GOAL OF THE EXERCISE. Lines with "built" in them are to be located in the listing below and copied.

DATA TO USE.
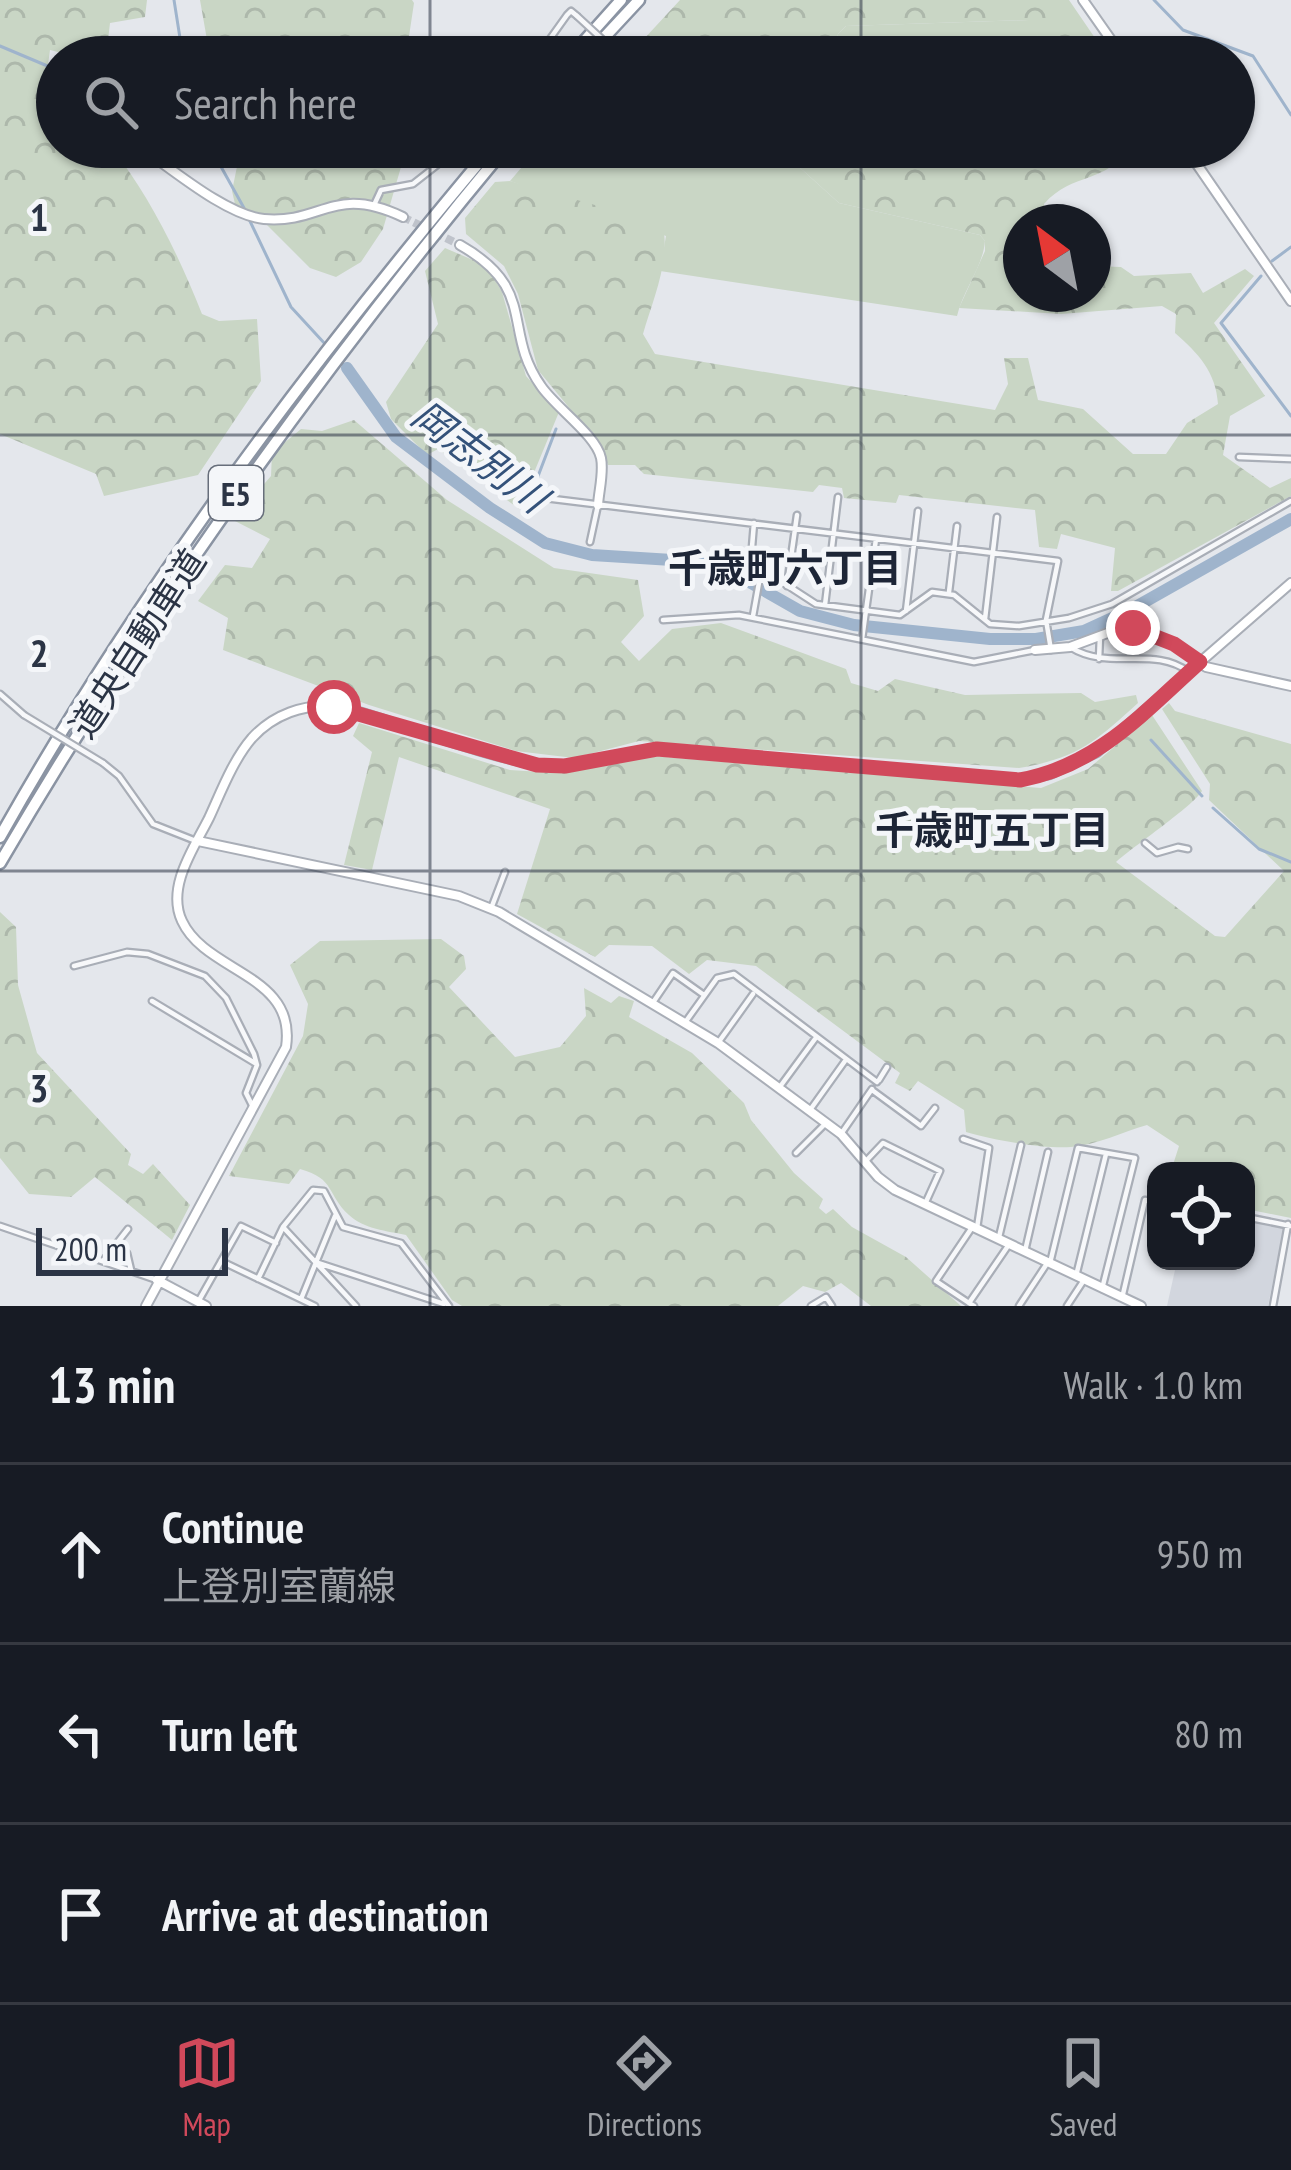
<!DOCTYPE html>
<html lang="en">
<head>
<meta charset="utf-8">
<style>
	:root { --surface:#171b24; --page:#20242c; --text:#f1f3f6; --muted:#9ea1a6; --line:#363941; --accent:#d1495b }
	body { margin:0; font-family:"PT Sans Narrow","Noto Sans JP",sans-serif; background:var(--page); color:var(--text) }
	.controls { position:absolute; right:36px; bottom:36px; display:grid; overflow:hidden; border-radius:24px; box-shadow:0 3px 9px #0004 }
	.controls button { width:108px; height:108px; display:grid; place-items:center; padding:0; border:0; border-bottom:3px solid var(--line); background:var(--surface); color:var(--text); font:60px sans-serif }
	.compass { position:absolute; left:1003px; top:204px; width:108px; height:108px; border-radius:50%; background:var(--surface); box-shadow:0 3px 9px #0004; rotate:328deg }
	.scale { position:absolute; left:36px; bottom:30px; width:192px; box-sizing:border-box; padding-left:12px; border:6px solid #2b3445; border-top:0; font-size:33px; line-height:42px; white-space:nowrap; color:#2b3445; -webkit-text-stroke:9px #f4f6f9; paint-order:stroke }
	.stop { position:absolute; width:36px; height:36px; margin:-27px; border:9px solid #d1495b; border-radius:50%; background:#fff }
	.stop.end { background:#d1495b; border-color:#fff; box-shadow:0 3px 12px #0008 }
	.list { margin:0; padding:0; list-style:none }
	h2 { display:flex; justify-content:space-between; align-items:center; height:156px; margin:0; padding:0 48px; font-size:51px }
	h2 small { font-size:39px; font-weight:400; color:var(--muted) }
	.list li { display:grid; grid-template-columns:78px 1fr auto; gap:36px; align-items:center; box-sizing:border-box; height:180px; padding:0 48px; border-top:3px solid var(--line) }
	.list b { display:block; font-size:45px; white-space:nowrap }
	.list p { margin:0; font-size:39px; white-space:nowrap; color:var(--muted) }
	.list em { font-size:39px; font-style:normal; color:var(--muted) }
	.icon { flex:none; width:66px; height:66px; fill:none; stroke:currentColor; stroke-width:2; stroke-linecap:round; stroke-linejoin:round }
	.map { position:relative; flex:none; width:1291px; height:1306px; overflow:hidden }
	.search { position:absolute; background:var(--surface); box-shadow:0 3px 9px #0004; left:36px; right:36px; top:36px; height:132px; display:flex; align-items:center; gap:30px; box-sizing:border-box; padding:0 42px; border-radius:66px; color:var(--muted); font-size:45px }
	.sheet { height:696px; background:var(--surface) }
	nav { display:flex; justify-content:space-around; align-items:center; box-sizing:border-box; height:168px; border-top:3px solid var(--line); background:var(--surface); font-size:33px; color:var(--muted) }
	nav a { display:grid; justify-items:center; gap:6px }
	nav .on { color:var(--accent) }
	.map>svg:first-child { display:block }
	.built { fill:#d2d6de }
	.green { fill:#c9d6c5 }
	.forest { fill:url(#forest-crowns) }
	.lines { fill:none; stroke-linecap:round; stroke-linejoin:round }
	.stream { stroke:#9fb4cc; stroke-width:3 }
	.river { stroke:#9fb4cc; stroke-width:12 }
	.secondary-tunnel { stroke:#bfc3cb; stroke-width:8; stroke-dasharray:8 4; stroke-linecap:butt }
	.street-casing { stroke:#a9aeb7; stroke-width:9 }
	.secondary-casing { stroke:#a9aeb7; stroke-width:12 }
	.highway-casing { stroke:#8b94a3; stroke-width:15 }
	.street { stroke:#f7f8fa; stroke-width:4.5 }
	.secondary { stroke:#fff; stroke-width:8 }
	.highway { stroke:#fff; stroke-width:10 }
	.street-bridge-casing { stroke:#a9aeb7; stroke-width:9; stroke-linecap:butt }
	.street-bridge { stroke:#f7f8fa; stroke-width:4.5 }
	.route { stroke:#d1495b; stroke-width:15 }
	.grid { fill:none; stroke:#2b3445; stroke-width:3; stroke-opacity:0.55 }
	.labels { text-anchor:middle; dominant-baseline:central; stroke-width:10; stroke-linejoin:round; paint-order:stroke }
	.shield { fill:#f4f6f9; stroke:#676e7b; stroke-width:3 }
	.shield-label { font-size:33px; font-weight:bold; fill:#2b3445 }
	.street-label { font-size:36px; fill:#2b3445; stroke:#f4f6f9 }
	.water-label { font-size:39px; font-style:italic; fill:#34527a; stroke:#f4f6f9 }
	.neighbourhood-label { font-size:39px; font-weight:bold; fill:#1d2536; stroke:#f4f6f9 }
	.grid-label { font-size:39px; text-anchor:middle; font-weight:bold; fill:#2b3445; stroke:#f4f6f9; stroke-width:10; stroke-linejoin:round; paint-order:stroke }
</style>
</head>
<body>
<div class="map">
<svg width="1291" height="1306" viewBox="0 0 1291 1306">
	<defs>
		<pattern id="forest-crowns" width="20" height="18" patternUnits="userSpaceOnUse" patternTransform="scale(3)"><rect width="20" height="18" fill="#c9d6c5"/><path d="M2 6a3 3 0 1 1 6 0M12 15a3 3 0 1 1 6 0" fill="none" stroke="#adb8ab"/></pattern>
	</defs>
	<rect width="100%" height="100%" fill="#e4e7ec"/>
	<!-- built -->
	<path class="built" d="M 1246,1221 L 1284,1227 L 1268,1306 L 1167,1306 L 1177,1261 L 1246,1261 Z"/>
	<!-- green -->
	<path class="green" d="M 1029,20 L 1050,57 L 833,57 L 838,34 L 846,26 Z
		M 539,147 L 777,147 L 839,203 L 980,235 L 985,241 C 983,267 963,290 957,316 L 660,271 L 666,236 L 510,181 Z"/>
	<!-- forest -->
	<path class="forest" d="M 0,0 L 147,0 L 145,17 L 110,23 L 106,57 L 78,57 L 50,50 L 42,109 L 57,121 L 57,147 L 111,147 C 150,196 179,256 202,314 L 219,321 L 257,319 L 261,381 L 198,475 L 104,496 L 96,474 L 0,434 Z
		M 200,0 L 412,0 L 414,3 L 408,43 L 370,57 L 210,57 Z
		M 680,0 L 1069,0 L 1108,57 L 1050,57 L 1028,20 L 846,26 L 838,34 L 833,57 L 632,57 L 631,53 Z
		M 241,147 L 393,147 L 401,167 L 383,229 L 361,262 L 336,277 L 310,268 L 254,212 L 235,204 L 232,191 Z
		M 777,147 L 1069,147 L 1081,154 L 1100,157 L 1110,147 L 1129,147 C 1106,185 1073,171 1044,204 L 1047,222 L 1021,222 L 1021,294 L 1093,294 L 1093,266 L 1121,267 L 1134,276 L 1191,273 L 1203,293 L 1245,269 L 1254,276 L 1214,323 L 1265,396 L 1230,416 L 1223,455 L 1270,488 L 1291,478 L 1291,496 L 1118,591 L 1111,591 L 1115,548 L 1061,534 L 1057,549 L 1039,547 L 1035,510 L 899,495 L 896,503 L 844,498 L 842,488 L 819,485 L 813,492 L 644,474 L 635,465 L 608,465 L 599,444 L 538,370 L 518,294 L 504,266 L 466,234 L 465,218 L 495,182 L 510,181 L 662,224 C 672,257 652,302 643,334 L 655,354 L 995,410 L 1008,384 L 1004,358 L 1028,358 L 1038,400 L 1083,409 L 1133,454 L 1166,454 L 1187,423 L 1218,404 C 1216,372 1198,353 1175,333 L 1176,314 L 1162,306 L 1061,314 L 959,308 L 985,251 L 985,241 L 980,235 L 839,203 Z
		M 445,248 L 487,266 L 502,292 L 526,376 L 559,412 L 519,509 L 438,449 L 427,455 L 391,419 L 386,402 L 438,324 L 425,271 Z
		M 354,420 L 447,500 L 554,568 L 638,580 L 644,616 L 621,642 L 639,661 L 672,629 L 721,623 L 846,669 L 851,683 L 878,691 L 895,679 L 965,695 L 1081,693 L 1095,702 L 1136,695 L 1138,703 C 1095,742 1078,758 1019,768 L 639,741 L 574,758 L 516,751 L 369,705 L 223,650 L 228,618 L 198,601 L 225,565 L 252,568 L 270,539 L 233,520 L 271,476 L 272,453 L 301,429 L 322,431 Z
		M 1169,703 L 1175,711 L 1291,744 L 1291,1218 L 1246,1209 L 1246,1171 L 1171,1171 L 1179,1146 L 1147,1125 C 1123,1132 1096,1145 1071,1147 C 1043,1149 993,1140 966,1132 L 964,1110 L 918,1081 L 910,1091 L 895,1083 L 900,1073 L 756,966 L 707,960 L 689,974 L 652,946 L 609,945 L 595,957 L 517,914 L 550,809 L 399,757 L 372,870 L 344,865 L 372,752 L 353,736 L 359,723 L 510,770 L 557,773 L 653,756 L 1041,788 L 1088,769 L 1152,715 L 1202,791 C 1193,806 1134,846 1116,862 L 1215,936 L 1225,937 L 1284,871 L 1209,800 L 1210,784 L 1162,709 Z
		M 0,912 L 16,927 L 18,985 L 37,1053 L 131,1154 L 128,1165 L 143,1174 L 153,1164 L 190,1205 L 172,1240 L 95,1177 L 71,1197 L 29,1194 L 0,1158 Z
		M 441,939 L 464,956 L 466,969 L 449,987 L 515,1057 L 560,1047 L 586,1016 L 584,988 L 611,1003 L 619,996 L 634,1001 L 629,1017 L 692,1053 L 744,1103 L 751,1120 L 794,1173 L 823,1199 L 819,1208 L 826,1214 L 833,1209 L 852,1227 L 906,1257 L 961,1306 L 871,1306 L 841,1283 L 825,1292 L 803,1286 L 778,1306 L 462,1306 L 452,1300 L 406,1235 C 387,1231 364,1229 349,1215 C 326,1194 336,1179 300,1169 L 289,1184 L 229,1176 L 303,1036 L 308,1004 L 290,965 L 320,941 Z"/>
	<g class="lines">
		<!-- stream -->
		<path class="stream" d="M 174,0 L 183,57
			M 1154,0 L 1183,30 L 1253,56 L 1291,115
			M 0,46 L 57,70
			M 161,147 L 180,153 L 211,150
			M 210,147 L 244,208
			M 248,217 L 291,307 L 326,345
			M 1272,261 L 1291,247
			M 1261,276 L 1221,323 L 1291,416
			M 339,360 L 347,368
			M 524,513 L 556,429
			M 1151,740 L 1202,796
			M 1213,808 L 1259,849 L 1291,862"/>
		<!-- river -->
		<path class="river" d="M 347,368 L 396,437 L 490,508 L 545,543 L 592,555 L 688,561 L 723,567 L 800,611 L 854,625 L 990,639 L 1036,639 L 1084,631 L 1132,609 L 1291,519"/>
		<!-- secondary-tunnel -->
		<path class="secondary-tunnel" d="M 403,217 L 460,245"/>
		<!-- street casing -->
		<g class="street-casing">
			<path id="street" d="M 537,57 L 567,15 L 571,11 L 577,16
				M 375,203 L 381,190 L 413,184 L 460,147
				M 1239,457 L 1291,459
				M 545,498 L 1058,561 L 1046,620 L 1051,650
				M 590,542 L 598,505
				M 762,569 L 816,604 L 900,615 L 932,592 L 954,595 L 990,624 L 1019,626 L 1069,618 L 1112,604 L 1291,501
				M 787,586 L 797,515
				M 949,592 L 957,526
				M 825,605 L 838,497
				M 906,611 L 918,511
				M 753,616 L 762,566 L 752,547 L 754,523
				M 985,619 L 997,517
				M 663,620 L 739,615 L 974,662 L 1035,650
				M 862,639 L 876,539
				M 1070,647 C 1110,672 1153,645 1189,672
				M 1099,659 L 1100,636
				M 0,694 L 24,715
				M 103,763 L 119,776 L 153,824 L 196,841
				M 1145,843 L 1157,853 L 1178,847 L 1188,849
				M 492,906 L 505,872
				M 74,966 L 127,952 L 148,954 L 205,976 L 226,998 L 254,1054 L 257,1065 L 246,1093 L 253,1107
				M 152,1001 L 255,1063
				M 654,1001 L 673,973 L 704,995
				M 684,1024 L 717,978 L 734,974 L 877,1082
				M 718,1043 L 753,994
				M 879,1080 L 887,1067
				M 779,1088 L 815,1039
				M 872,1090 L 921,1126 L 935,1108
				M 810,1110 L 845,1061
				M 841,1134 L 872,1089
				M 963,1139 L 989,1148 L 977,1228
				M 796,1153 L 826,1123
				M 865,1162 L 883,1143 L 940,1171 L 925,1204
				M 1246,1217 L 1291,1226
				M 0,1226 L 157,1280
				M 283,1227 L 313,1190 L 324,1191 L 343,1227 L 401,1243 L 449,1306
				M 999,1237 L 1021,1145
				M 1025,1251 L 1048,1152
				M 127,1253 L 131,1270
				M 103,1261 L 128,1229
				M 221,1261 L 315,1306
				M 318,1263 L 444,1304
				M 1050,1263 L 1078,1148 L 1135,1158 L 1102,1289
				M 1076,1276 L 1106,1154
				M 258,1279 L 283,1227 L 356,1306
				M 1123,1294 L 1145,1200 L 1156,1202
				M 301,1299 L 335,1216
				M 198,1302 L 241,1226 L 276,1243
				M 969,1303 L 936,1281 L 971,1229
				M 811,1306 L 826,1297 L 832,1306
				M 974,1306 L 969,1303 L 1010,1243
				M 1019,1306 L 1048,1262
				M 1067,1306 L 1084,1280
				M 1273,1306 L 1288,1224"/>
		</g>
		<!-- secondary casing -->
		<g class="secondary-casing">
			<path id="secondary" d="M 1083,0 L 1123,57
				M 140,147 C 172,169 226,215 264,219 C 323,224 333,184 403,217
				M 1185,147 L 1291,301
				M 460,245 C 539,290 501,329 541,386 C 555,407 596,435 601,458 C 604,472 599,490 598,505
				M 1035,650 L 1070,647 L 1121,628 L 1133,628 L 1174,644 L 1206,667 L 1291,686
				M 198,841 L 459,896 L 499,912 L 718,1043 L 841,1134 L 878,1177 L 895,1190 L 1141,1306
				M 157,1280 L 206,1306
				M 146,1306 L 286,1047 C 297,974 206,973 182,921 C 166,887 194,848 209,818 C 221,792 233,760 252,738 C 273,715 304,703 335,707 C 359,710 383,720 405,727 C 449,741 492,756 537,765 L 565,766 L 657,749 L 1020,780 L 1050,774 L 1097,752 L 1291,583"/>
		</g>
		<!-- highway casing -->
		<g class="highway-casing">
			<path id="highway" d="M 570,57 L 621,0
				M 586,57 L 639,0
				M 0,837 C 138,591 310,363 492,147
				M 0,863 C 148,609 318,373 506,147"/>
		</g>
		<!-- street -->
		<use href="#street" class="street"/>
		<!-- secondary -->
		<use href="#secondary" class="secondary"/>
		<!-- highway -->
		<use href="#highway" class="highway"/>
		<!-- street-bridge casing -->
		<g class="street-bridge-casing">
			<path id="street-bridge" d="M 577,16 L 615,51
				M 24,715 L 103,763"/>
		</g>
		<!-- street-bridge -->
		<use href="#street-bridge" class="street-bridge"/>
	</g>
	<g class="lines">
		<!-- route -->
		<path class="route" d="M 334,707 L 537,765 L 565,766 L 657,749 L 1020,780 C 1097,766 1143,713 1200,662 L 1174,644 L 1133,628"/>
	</g>
	<!-- grid -->
	<path class="grid" d="M 430,0 L 430,57M 861,0 L 861,57M 430,147 L 430,1306M 861,147 L 861,1306M 0,435 L 1291,435M 0,871 L 1291,871"/>
	<g class="labels">
		<!-- shield labels -->
		<rect class="shield" x="209" y="466" width="54" height="54" rx="9"/>
		<g class="shield-label">
			<text x="236" y="493">E5</text>
		</g>
		<!-- street labels -->
		<g class="street-label">
			<text transform="translate(137 643) rotate(-57)">道央自動車道</text>
		</g>
		<!-- water labels -->
		<g class="water-label">
			<text transform="translate(480 456) rotate(37)">岡志別川</text>
		</g>
		<!-- neighbourhood labels -->
		<g class="neighbourhood-label">
			<text x="785" y="567">千歳町六丁目</text>
			<text x="992" y="829">千歳町五丁目</text>
		</g>
	</g>
	<g class="grid-label">
		<text x="39" y="231">1</text>
		<text x="39" y="667">2</text>
		<text x="39" y="1102">3</text>
	</g>
</svg>
<div class="controls">
<button><svg class="icon" aria-label="locate" viewBox="0 0 24 24"><circle cx="12" cy="12" r="6"/><path d="M12 2v4M12 18v4M2 12h4M18 12h4"/></svg></button>
</div>
<svg class="compass" viewBox="-18 -18 36 36"><path d="M0-13l5 13h-10z" fill="#e53935"/><path d="M0 13l5-13h-10z" fill="#9ea1a6"/></svg>
<div class="scale">200 m</div>
<div class="stop" style="left:334px;top:707px"></div>
<div class="stop end" style="left:1133px;top:628px"></div>
<div class="search"><svg class="icon" aria-label="search" viewBox="0 0 24 24"><circle cx="10" cy="10" r="6"/><path d="M15 15l6 6"/></svg>Search here</div>
</div>
<section class="sheet">
<h2>13 min<small>Walk · 1.0 km</small></h2>
<ul class="list">
<li><svg class="icon" aria-label="ahead" viewBox="0 0 24 24"><path d="M12 20V5M6 11l6-6 6 6"/></svg><div><b>Continue</b><p>上登別室蘭線</p></div><em>950 m</em></li>
<li><svg class="icon" aria-label="left" viewBox="0 0 24 24"><path d="M17 20v-9H6M10 6l-5 5 5 5"/></svg><div><b>Turn left</b></div><em>80 m</em></li>
<li><svg class="icon" aria-label="arrive" viewBox="0 0 24 24"><path d="M6 21V4h12l-3 4 3 4H6"/></svg><div><b>Arrive at destination</b></div></li>
</ul>
</section>
<nav>
<a class="on"><svg class="icon" aria-label="map" viewBox="0 0 24 24"><path d="M3 6l6-2 6 2 6-2v14l-6 2-6-2-6 2zM9 4v14M15 6v14"/></svg>Map</a>
<a><svg class="icon" aria-label="directions" viewBox="0 0 24 24"><path d="M12 3l9 9-9 9-9-9zM9 14v-3h6M13 9l2 2-2 2"/></svg>Directions</a>
<a><svg class="icon" aria-label="saved" viewBox="0 0 24 24"><path d="M7 4h10v16l-5-4-5 4z"/></svg>Saved</a>
</nav>
</body>
</html>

PROBLEM SOLUTION.
	.built { fill:#d2d6de }
	<!-- built -->
	<path class="built" d="M 1246,1221 L 1284,1227 L 1268,1306 L 1167,1306 L 1177,1261 L 1246,1261 Z"/>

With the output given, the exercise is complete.